Growing up in retail and spending decades serving the public taught me the importance of outward focus. It was an enormous business-building educational advantage. I bring that up because I think it’s important for us to be outward facing when it comes to providing value. Life isn’t all about you. It’s not all about me. It’s about THEM – those we want to impact. Those we want to dazzle. Those we want to influence.
However, for us to truly deliver the highest value – we have to be inward facing. We have to be more fully in touch with who and what we are. And it’s not an easy thing for most of us because outside influences press on us to dream or imagine being something we’re not. Or loving something we may naturally hate.
I’m kicking off this week’s theme with figuring out what you love for three reasons. One, it’s a more positive viewpoint than to approach it by concentrating on what you hate. Two, it’s more difficult to really figure out what you love. Three, it’s more impactful to your long-term success than a focus on what you hate.
Let me encourage you to flip negatives into positives. I’m not opposed to the high value of negatives. They can serve us. Parents say “no” to their kids an awful lot because kids can be stupid and make dumb decisions. And because parents love their kids and want to teach them. “Don’t cross the street,” isn’t negative advice. It’s a negative statement – don’t – aimed at keeping the child safe.
The problem is we learn to implement it throughout our lives. Be more thoughtful to flip it when you’re able. For example, how many times do you apologize for relatively minor offenses? “I’m sorry I’m late,” is a common one.
Flip it into a positive that puts the attention on the other person, in a good way. “Thank you for waiting for me. I appreciate it.”
Doing hard work as opposed to the easy work is a habit that’s good for us. To think of what you love is way harder than thinking of what you hate. You instantly know what you hate. “I hate cauliflower” is an easy statement for lots of folks. “What’s your favorite vegetable of all time?” is a bit harder.
When we’re looking in the mirror – at our true selves – it’s insanely harder to land on what we most love. But the practice of doing it equips us to grow better at getting it done.
So it’s about a lasting impact. Long-term success and achievement. We’re not interested in some quick fix that won’t last. Sustainable growth is our objective.
Concentrate on the things you do daily inside your organization. Make note of the ones you truly love. The ones that fuel you. The ones that boost your energy just thinking about being able to do them.
The noise of business or organizational culture can ruin your ability to see accurately. For instance, culture gives so much wind and attention to the “start up” and “entrepreneurship.” People talk about starting a lot. It’s glorified.

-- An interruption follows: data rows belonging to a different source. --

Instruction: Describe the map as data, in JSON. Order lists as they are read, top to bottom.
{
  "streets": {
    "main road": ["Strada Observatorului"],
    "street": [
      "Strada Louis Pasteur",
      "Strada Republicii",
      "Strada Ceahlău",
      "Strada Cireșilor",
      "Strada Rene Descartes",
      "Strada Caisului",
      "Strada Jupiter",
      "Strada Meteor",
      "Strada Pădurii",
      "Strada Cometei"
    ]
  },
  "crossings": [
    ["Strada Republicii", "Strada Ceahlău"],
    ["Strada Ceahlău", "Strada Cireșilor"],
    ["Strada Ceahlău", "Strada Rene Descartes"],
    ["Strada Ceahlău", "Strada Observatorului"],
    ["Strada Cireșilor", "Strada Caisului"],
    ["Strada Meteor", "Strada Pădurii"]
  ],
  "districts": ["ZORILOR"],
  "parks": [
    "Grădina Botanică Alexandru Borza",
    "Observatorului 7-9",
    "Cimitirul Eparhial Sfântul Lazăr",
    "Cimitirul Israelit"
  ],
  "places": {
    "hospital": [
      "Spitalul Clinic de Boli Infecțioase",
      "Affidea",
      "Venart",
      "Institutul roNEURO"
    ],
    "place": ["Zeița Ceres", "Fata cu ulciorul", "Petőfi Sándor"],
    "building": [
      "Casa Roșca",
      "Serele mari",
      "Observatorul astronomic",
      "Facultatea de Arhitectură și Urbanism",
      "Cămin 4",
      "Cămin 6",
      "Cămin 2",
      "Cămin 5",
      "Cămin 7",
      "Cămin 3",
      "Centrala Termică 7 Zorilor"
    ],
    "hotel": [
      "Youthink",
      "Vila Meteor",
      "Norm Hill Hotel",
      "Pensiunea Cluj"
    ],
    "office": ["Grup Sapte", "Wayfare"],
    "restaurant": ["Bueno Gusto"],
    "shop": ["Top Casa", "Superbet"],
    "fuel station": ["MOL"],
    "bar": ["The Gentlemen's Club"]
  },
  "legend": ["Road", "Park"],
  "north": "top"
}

But what if you don’t love the start? What if you know you’re not really good at the start?
True confession. I hate the start. I’m not good at the start. Meaning, launching isn’t easy for me because I hate that part of the process.
I know people who love nothing better than the start. But no sooner is the launch underway, they begin to lose interest. They so love the start, but they hate what comes after.
I’m the opposite. I hate the start, but once it’s underway – all that stuff in the middle, the building to get momentum – I love it. I love the middle.
Knowing that helps me. It can serve to keep me from trying to be something I’m not, or from saying “yes” to an opportunity that would likely not be fun or productive for me.
“To thine own self be true,” isn’t just some Shakespearean saying. It’s true.
But in order to be true to yourself, you have to come face to face with what you love. And you have to do it for one simple reason (although I’m sure there are plenty of others): you need energy for the grind.
When you love it you stick with it. When you hate it, you’ll accept any reason to quit.
Sure, it’s also highly probable that whatever you love is something you’re pretty good at. Better than something you hate.
I’m introverted. I enjoy being around people, but I don’t love being in crowds. I love being in a smaller group setting though – where conversations can go deeper than small talk (which I hate). What difference does it make in knowing (and facing) such truths? All the difference in the world if being at a bunch of events with lots of people is part of what’s needed to build my business. I’d be better served finding a person who loves that and delegating those activities to them.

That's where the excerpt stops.